Both the majority and the dissent in Mensing agreed that CBE regulation did not permit generic manufacturers unilaterally to change their labels. They further agreed that a generic manufacturer cannot unilaterally issue "Dear Doctor" letters with new warnings. Where the majority and dissent parted company was over what was termed at oral argument the "take steps" theory - i.e., to prove impossibility, must the generic manufacturer show that the FDA would have said "no" had the manufacturer taken steps to ask for a label change? The majority assumed, without deciding, that federal law imposes a duty on generic manufacturers to ask for label change if they become aware of new safety information that should be in the label. Even so, it held that this duty did not change the conflict preemption analysis. According to the majority, the proper inquiry is whether "a private party could independently do under federal law what state law requires of it." If the mere possibility that the federal government might do something that would allow a party to comply both with state and federal law were enough to defeat conflict preemption, there effectively would be no conflict preemption, as one always can ask for such action.
The dissent charged that by inserting the word "independently" in the test for conflict preemption, the majority had modified the analysis previously employed by the Court without precedential support. According to the dissent, because avenues existed by which the generic manufacturers could have tried to change their labels, even though they required consent and agreement by the brand manufacturers and the FDA, impossibility did not exist. The dissent accused the majority of stripping consumers of their ability to pursue legal redress when injured by a generic version of a drug, while leaving intact that ability for those who use a branded version.
With 75% of all prescriptions in this country being filled with generic drugs, this decision will have a huge impact on pharmaceutical drug litigation.

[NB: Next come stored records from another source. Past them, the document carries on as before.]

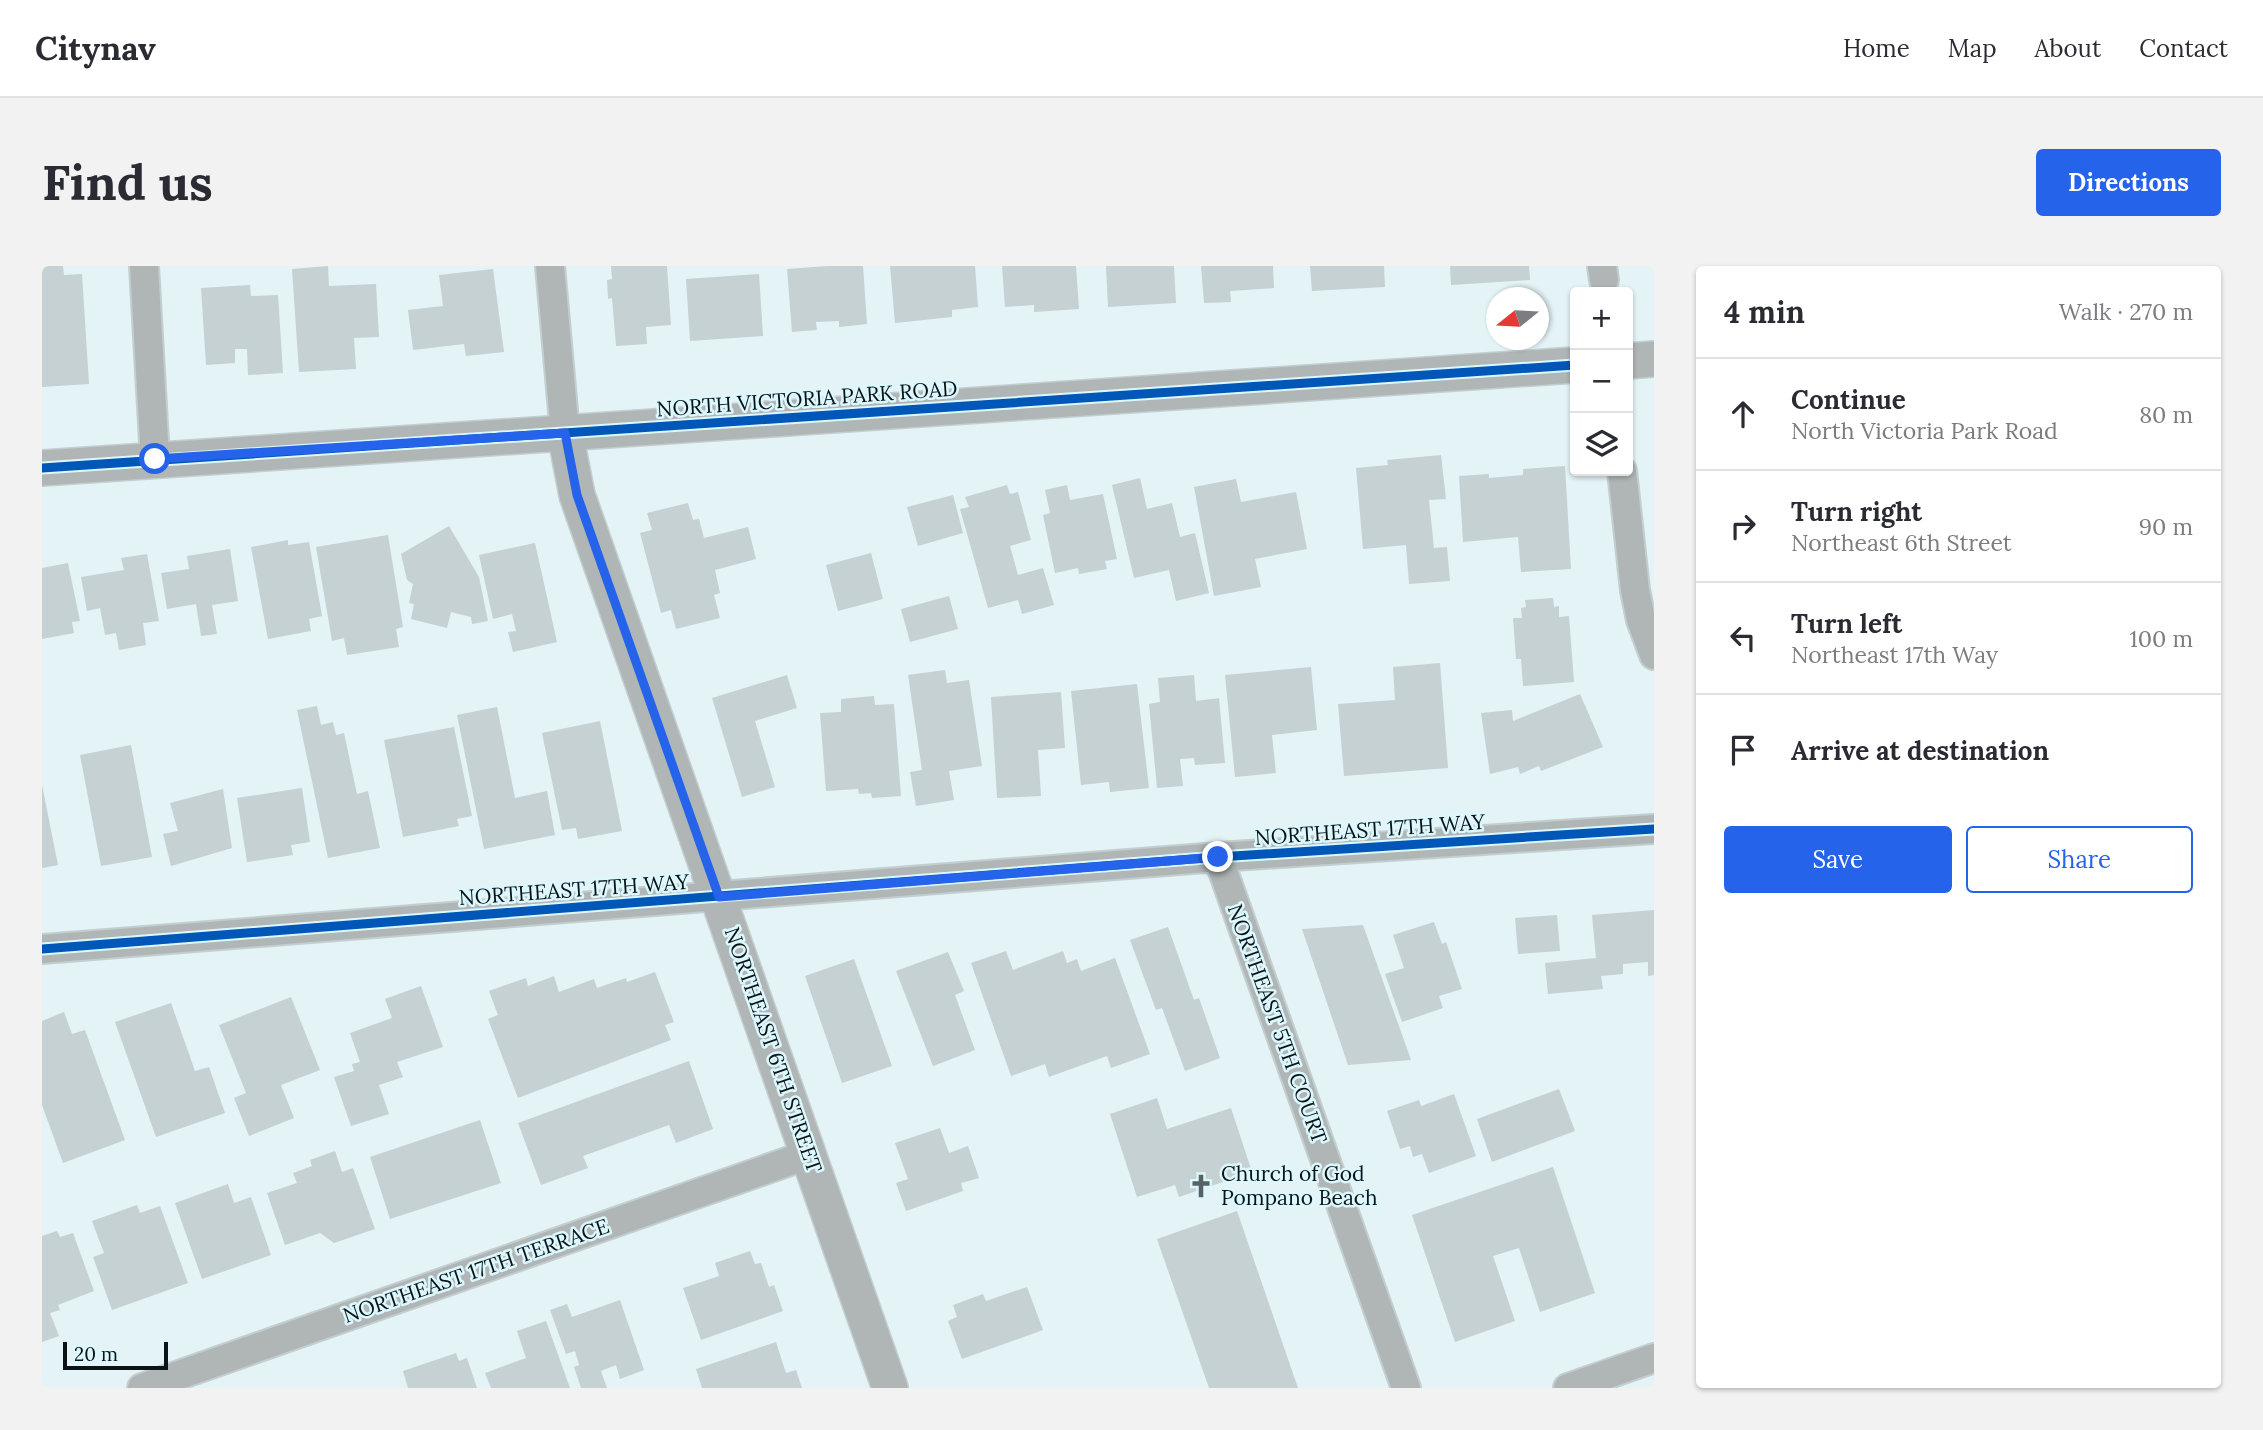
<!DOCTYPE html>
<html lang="en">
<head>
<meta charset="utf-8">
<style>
  :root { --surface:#fff; --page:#f2f2f3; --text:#2b2b33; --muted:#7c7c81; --line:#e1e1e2; --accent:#2563eb }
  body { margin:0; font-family:Lora,serif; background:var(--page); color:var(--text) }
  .controls { position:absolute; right:21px; top:21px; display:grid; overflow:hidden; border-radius:7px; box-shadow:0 2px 5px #0004 }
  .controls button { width:63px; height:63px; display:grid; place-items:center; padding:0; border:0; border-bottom:2px solid var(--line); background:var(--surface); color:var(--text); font:35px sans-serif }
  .compass { position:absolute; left:1444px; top:21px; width:63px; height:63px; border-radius:50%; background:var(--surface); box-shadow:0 2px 5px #0004; rotate:252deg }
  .scale { position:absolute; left:21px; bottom:18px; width:105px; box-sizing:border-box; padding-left:7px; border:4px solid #0a1416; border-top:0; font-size:19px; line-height:24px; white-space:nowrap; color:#0a1416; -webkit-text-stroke:5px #dcf8fe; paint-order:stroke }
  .stop { position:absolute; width:21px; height:21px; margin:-16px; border:5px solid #2563eb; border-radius:50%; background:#fff }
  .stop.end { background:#2563eb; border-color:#fff; box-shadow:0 2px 7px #0008 }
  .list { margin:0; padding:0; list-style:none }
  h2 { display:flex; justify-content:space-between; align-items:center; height:91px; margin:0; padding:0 28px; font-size:30px }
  h2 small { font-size:23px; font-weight:400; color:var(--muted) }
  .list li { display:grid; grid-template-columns:46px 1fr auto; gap:21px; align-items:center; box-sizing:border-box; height:112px; padding:0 28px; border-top:2px solid var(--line) }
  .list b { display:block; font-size:26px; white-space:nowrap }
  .list p { margin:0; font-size:23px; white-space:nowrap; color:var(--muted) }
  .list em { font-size:23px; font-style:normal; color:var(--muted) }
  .actions { display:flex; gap:14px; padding:21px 28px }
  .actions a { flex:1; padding:16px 0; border:2px solid var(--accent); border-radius:7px; text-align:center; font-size:24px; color:var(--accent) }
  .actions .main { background:var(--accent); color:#fff }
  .icon { flex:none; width:38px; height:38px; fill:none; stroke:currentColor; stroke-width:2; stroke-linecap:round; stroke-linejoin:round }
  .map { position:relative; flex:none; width:1612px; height:1122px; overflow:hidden; border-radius:7px }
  header { display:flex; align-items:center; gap:42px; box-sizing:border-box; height:98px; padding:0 35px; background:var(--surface); border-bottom:2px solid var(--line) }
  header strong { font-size:33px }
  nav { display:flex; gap:38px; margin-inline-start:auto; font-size:24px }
  .intro { display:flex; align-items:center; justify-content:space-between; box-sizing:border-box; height:168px; padding:0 42px }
  h1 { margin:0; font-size:49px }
  .button { padding:18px 32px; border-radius:7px; background:var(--accent); color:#fff; font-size:24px; font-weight:700 }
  main { display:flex; gap:42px; padding:0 42px }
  aside { flex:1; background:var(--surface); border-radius:7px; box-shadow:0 2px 5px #0004 }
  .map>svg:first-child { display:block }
  .building { fill:#c5d1d3 }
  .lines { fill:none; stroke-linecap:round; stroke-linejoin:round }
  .minor-casing { stroke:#c3ced0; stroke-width:32 }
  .tertiary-casing { stroke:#c3ced0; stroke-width:38 }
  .minor { stroke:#b0b6b6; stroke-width:28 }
  .tertiary { stroke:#b0b6b6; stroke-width:35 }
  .cycleway-casing { stroke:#dcf8fe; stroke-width:13 }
  .cycleway { stroke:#0057b8; stroke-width:9 }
  .route { stroke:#2563eb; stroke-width:9 }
  .labels { text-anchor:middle; stroke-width:5; stroke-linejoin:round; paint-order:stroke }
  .street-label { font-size:21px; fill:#0a1416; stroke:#dcf8fe }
  .poi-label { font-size:21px; fill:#0a1416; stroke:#dcf8fe; text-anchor:start }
</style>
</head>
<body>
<header>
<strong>Citynav</strong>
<nav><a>Home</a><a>Map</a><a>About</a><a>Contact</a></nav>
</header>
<div class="intro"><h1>Find us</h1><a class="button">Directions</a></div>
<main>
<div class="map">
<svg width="1612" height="1122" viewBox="0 0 1612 1122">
  <rect width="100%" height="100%" fill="#e4f3f6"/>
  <path class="building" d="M0,0H21L22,9L40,8L47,118L0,121Z
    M286,0L287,20L334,18L337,71L312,72L314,103L257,106L250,3Z
    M569,0H625L629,59L604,61L605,78L574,80L570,32L566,33L565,14L570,13Z
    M786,0H821L825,58L797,61V55L774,56L775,64L750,66L745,3Z
    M848,0H933L936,41L910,44V51L853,57Z
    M960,0H1034L1037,43L992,46V39L963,41Z
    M1064,0H1132L1134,37L1066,41Z
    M1159,0H1231L1232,22L1188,25L1189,36L1162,37Z
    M1268,0H1342L1343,21L1270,25Z
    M1408,0H1487L1488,14L1409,19Z
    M451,3L462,86L424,90L422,78L371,84L366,44L401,40L397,9Z
    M717,8L721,70L648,75L644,13Z
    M208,19L209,30L236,29L241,107L206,109L205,83H193V97L164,99L159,22Z
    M1399,189L1404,233L1387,234L1392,282L1405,281L1408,315L1367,318L1364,279L1321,283L1314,202L1346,199L1345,194Z
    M1523,200L1529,303L1479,306L1476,271L1421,276L1417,210L1447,208V212L1481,209V203Z
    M1098,212L1105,243L1130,237L1138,271L1153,267L1167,327L1134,335L1127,304L1092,312L1070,219Z
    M1194,213L1199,236L1254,226L1265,283L1213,293L1219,321L1172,330L1152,221Z
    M965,219L968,228L976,226L989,274L968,280L976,309L1001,302L1012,339L980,348L976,334L946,342L918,243L927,241L923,231Z
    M1025,219L1028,234L1061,228L1075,293L1063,295L1065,303L1037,308L1036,302L1013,307L1001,249L1008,247L1003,224Z
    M911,229L921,267L876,280L865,241Z
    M646,237L651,254L657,253L662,272L706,261L714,293L673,304L678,327L672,329L678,352L634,363L629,344L619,347L598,267L610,264L605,247Z
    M407,260L437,311L446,355L430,358L429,351L409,346L405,362L369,353L372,338L367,337L371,318L365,314L359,288Z
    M346,269L361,361L354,363L357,381L305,389L302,372L290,375L274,281Z
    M246,274V279L267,276L280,350L267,353L269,365L226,373L209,281Z
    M493,277L515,376L471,386L466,366L474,365L470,348L451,353L437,289Z
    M188,283L196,335L170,339L175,368L159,370L154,338L125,343L119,307L147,303L145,290Z
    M829,287L841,333L796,345L784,299Z
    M105,288L117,355L101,357L104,379L77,384L74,367L63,369L58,342L45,345L39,311L82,304L79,292Z
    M26,297L38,355L30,356L32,367L0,373V302Z
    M907,330L916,363L868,376L859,343Z
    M1511,332L1512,341L1517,340V351L1527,350L1532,416L1481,420L1479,393H1474L1471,352H1480L1479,342L1484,341L1483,334Z
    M1398,397L1406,502L1302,510L1296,438L1353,434L1351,401Z
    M1269,401L1275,464L1230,469L1234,507L1193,511L1183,409Z
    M903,404L905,417L927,414L940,500L907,505L912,534L874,540L868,506L880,504L866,409Z
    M745,409L755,442L713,455L733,521L700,531L670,432Z
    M1152,409L1154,435L1177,432L1183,497L1153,499L1152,492L1138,493L1141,520L1115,522L1107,438L1118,436L1116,412Z
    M1095,418L1107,522L1068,526L1067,516L1039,519L1029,425Z
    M1019,426L1023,482L996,484L999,530L955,532L949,431Z
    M1538,428L1561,481L1499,505L1497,500L1478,508L1476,501L1448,508L1439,447L1470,444L1471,455Z
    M832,430L833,439L852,438L859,530L830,532L829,527L817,528L816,523L784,525L778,447L799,446V433Z
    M275,440L279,459L291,456L294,469L302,467L315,528L326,525L338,582L286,592L255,444Z
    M455,441L473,532L505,525L513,569L442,583L415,449Z
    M558,455L580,565L536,573L534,562L520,564L500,467Z
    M412,461L430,550L415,553L417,560L361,571L342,474Z
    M89,479L110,591L59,600L38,489Z
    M0,519L16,599L0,602Z
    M260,522L268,576L249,579L251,589L205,596L195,532Z
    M181,523L190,582L129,600L121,568L136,565L128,537Z
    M1612,644V709L1606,710V696L1581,698V708L1559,710L1561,723L1506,728L1503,697L1554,692L1550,649Z
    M1515,649L1518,685L1476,688L1473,652Z
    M1392,656L1400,678L1404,676L1420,723L1397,730L1401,742L1360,756L1343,708L1362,702L1351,669Z
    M1321,659L1369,794L1306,799L1260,663Z
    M1126,661L1152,734L1157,732L1178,792L1143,805L1120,742L1114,744L1088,674Z
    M964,685L971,704L1021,685L1025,697L1035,693L1039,705L1073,692L1108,788L1069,802L1065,790L1007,811L1003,798L969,810L929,697Z
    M906,686L922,725L913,729L933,784L891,800L854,705Z
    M812,693L850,800L800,817L763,710Z
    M613,706L632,756L623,759L629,774L476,832L446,753L456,749L447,725L484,712L486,720L512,710L517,726L552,713L555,722L584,712L585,716Z
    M379,720L401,781L355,796L361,811L337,819L347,848L309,860L292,811L312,805L310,798L318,796L308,767L350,752L343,733Z
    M249,731L278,804L239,819L252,852L207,870L192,832L204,827L177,759Z
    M129,737L153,805L167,801L183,847L114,871L73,756Z
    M22,746L30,768L43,764L83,874L21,897L0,839V755Z
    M647,795L671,863L634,877L627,859L541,890L546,902L499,919L476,857Z
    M1517,823L1533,865L1450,896L1435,853Z
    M1412,828L1434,890L1387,907L1380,888L1371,891L1368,880L1358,883L1345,845L1377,834L1379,840Z
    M1115,832L1125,863L1189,842L1210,906L1137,931L1133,919L1095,931L1068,848Z
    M438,854L459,917L348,953L328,891Z
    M898,862L907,887L926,880L937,912L919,917L921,925L864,945L854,917L866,913L853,877Z
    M293,885L300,906L311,902L333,963L292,977L278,967L243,979L225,927L255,917L251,907L270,900L268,894Z
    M1511,901L1553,1027L1498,1046L1477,982L1451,990L1473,1055L1413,1076L1370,949Z
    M186,918L192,937L209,931L229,989L160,1013L133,937Z
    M95,939L98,947L118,940L146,1017L70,1044L51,991L62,987L50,955Z
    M1195,945L1256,1122H1167L1115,973Z
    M15,965L18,971L31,967L52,1025L16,1039L18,1044L8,1047L17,1070L0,1076V970Z
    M708,985L713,998L719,997L727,1021L732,1019L741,1045L659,1074L641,1022L677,1010L673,997Z
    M985,1021L1001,1064L920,1093L906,1055L915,1051L911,1039L941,1028L944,1035Z
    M578,1034L602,1104L578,1113L574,1099L559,1105L565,1122H539L532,1101L537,1099L533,1085L524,1088L508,1044L525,1038L530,1051Z
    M504,1055L528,1122H449L443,1107L484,1092L475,1065Z
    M734,1076L744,1107L754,1104L760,1122H660L654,1103Z
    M414,1087L417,1095L425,1092L435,1122H366L361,1105Z"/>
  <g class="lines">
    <g class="minor-casing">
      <path id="minor" d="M102,0L113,193
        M508,0L523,167
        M1560,0L1562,14
        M1580,205L1593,324L1599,354L1612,389
        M1176,591L1364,1122
        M0,683L1176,591L1612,563
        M100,1122L768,888
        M1526,1122L1612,1092"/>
    </g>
    <g class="tertiary-casing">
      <path id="tertiary" d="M1586,95L1612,93
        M523,167L535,229L848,1122
        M0,202L1533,99"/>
    </g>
    <use href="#minor" class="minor"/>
    <use href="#tertiary" class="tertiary"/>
    <g class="cycleway-casing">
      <path id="cycleway" d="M0,202L1533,99
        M0,683L1176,591L1612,563"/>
    </g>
    <use href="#cycleway" class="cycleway"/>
  </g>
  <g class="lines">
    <path class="route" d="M113,193L523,167L535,229L677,631L1176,591"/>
  </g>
  <defs>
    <g id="church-bare" transform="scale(1.89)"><path d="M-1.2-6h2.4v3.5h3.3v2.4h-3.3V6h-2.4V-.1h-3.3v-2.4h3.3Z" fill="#566264" stroke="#dcf8fe" stroke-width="2.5" paint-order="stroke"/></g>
  </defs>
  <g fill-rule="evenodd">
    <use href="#church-bare" x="1159" y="920"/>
  </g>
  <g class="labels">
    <g class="street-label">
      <text transform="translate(765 133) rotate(-4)" y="7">NORTH VICTORIA PARK ROAD</text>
      <text transform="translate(1328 564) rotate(-4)" y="7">NORTHEAST 17TH WAY</text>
      <text transform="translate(532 624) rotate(-4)" y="7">NORTHEAST 17TH WAY</text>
      <text transform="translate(1235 758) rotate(70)" y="7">NORTHEAST 5TH COURT</text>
      <text transform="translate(731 784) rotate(71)" y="7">NORTHEAST 6TH STREET</text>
      <text transform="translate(434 1005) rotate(-19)" y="7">NORTHEAST 17TH TERRACE</text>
    </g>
    <g class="poi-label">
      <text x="1179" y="915">Church of God<tspan x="1179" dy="24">Pompano Beach</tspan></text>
    </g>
  </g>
</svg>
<div class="controls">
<button>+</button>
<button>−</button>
<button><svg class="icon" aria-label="layers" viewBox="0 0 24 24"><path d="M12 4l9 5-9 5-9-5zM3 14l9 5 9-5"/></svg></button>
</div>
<svg class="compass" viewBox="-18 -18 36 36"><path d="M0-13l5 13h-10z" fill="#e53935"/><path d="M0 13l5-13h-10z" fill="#7c7c81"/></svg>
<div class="scale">20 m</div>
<div class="stop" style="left:113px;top:193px"></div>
<div class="stop end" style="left:1176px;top:591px"></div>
</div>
<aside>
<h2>4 min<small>Walk · 270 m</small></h2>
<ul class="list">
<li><svg class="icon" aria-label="ahead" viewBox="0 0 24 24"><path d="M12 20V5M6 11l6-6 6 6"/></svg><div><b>Continue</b><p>North Victoria Park Road</p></div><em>80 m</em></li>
<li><svg class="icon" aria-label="right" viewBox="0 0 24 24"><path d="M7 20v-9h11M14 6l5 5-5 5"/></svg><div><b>Turn right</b><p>Northeast 6th Street</p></div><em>90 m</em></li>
<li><svg class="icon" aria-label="left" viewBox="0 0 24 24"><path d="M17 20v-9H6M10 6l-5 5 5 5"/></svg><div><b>Turn left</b><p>Northeast 17th Way</p></div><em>100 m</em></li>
<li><svg class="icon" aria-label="arrive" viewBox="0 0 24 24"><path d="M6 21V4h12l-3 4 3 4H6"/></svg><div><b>Arrive at destination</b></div></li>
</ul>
<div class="actions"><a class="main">Save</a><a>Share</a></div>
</aside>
</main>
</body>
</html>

Oddly enough, whether a consumer has a state law remedy for failure to warn now turns on whether the pharmacist fills the a prescription with a brand-name or generic drug. The Court acknowledged the counter-intuitive result but placed the problem in the lap of the legislative and executive branches: "Congress and the FDA retain the authority to change the law and regulations if they so desire." Indeed, Public Citizen has already asked the FDA to overturn Mensing via regulation, though it is not clear the FDA has the power to do so. While Mensing may spur Congress to restore plaintiffs' right to sue generic drug makers for failure to warn, such action may be a long time coming, as shown by Congress' lack of progress passing legislation to overturn preemption in the medical device field after the 2008 Riegel decision - proponents of such a change will face an uphill battle.
Nonetheless, Plaintiffs' lawyers are not likely to give up. They will search for ways to circumvent Mensing, including asserting non-product liability claims, such as fraud, misrepresentation, breach of warranty, and violation of state consumer protection statues. These claims, however, are almost always derivative of a "failure to warn" claim, and in most cases should be subject to preemption. Plaintiffs may also assert design defect claims against generic manufacturers (i.e., that the risks of the drug outweigh its benefits regardless of the warnings), especially if a drug is no longer on the market, but those claims are not viable in all states and are difficult to prove.
For now, Mensing is the law of the land; file your motions to dismiss and get your cases dismissed.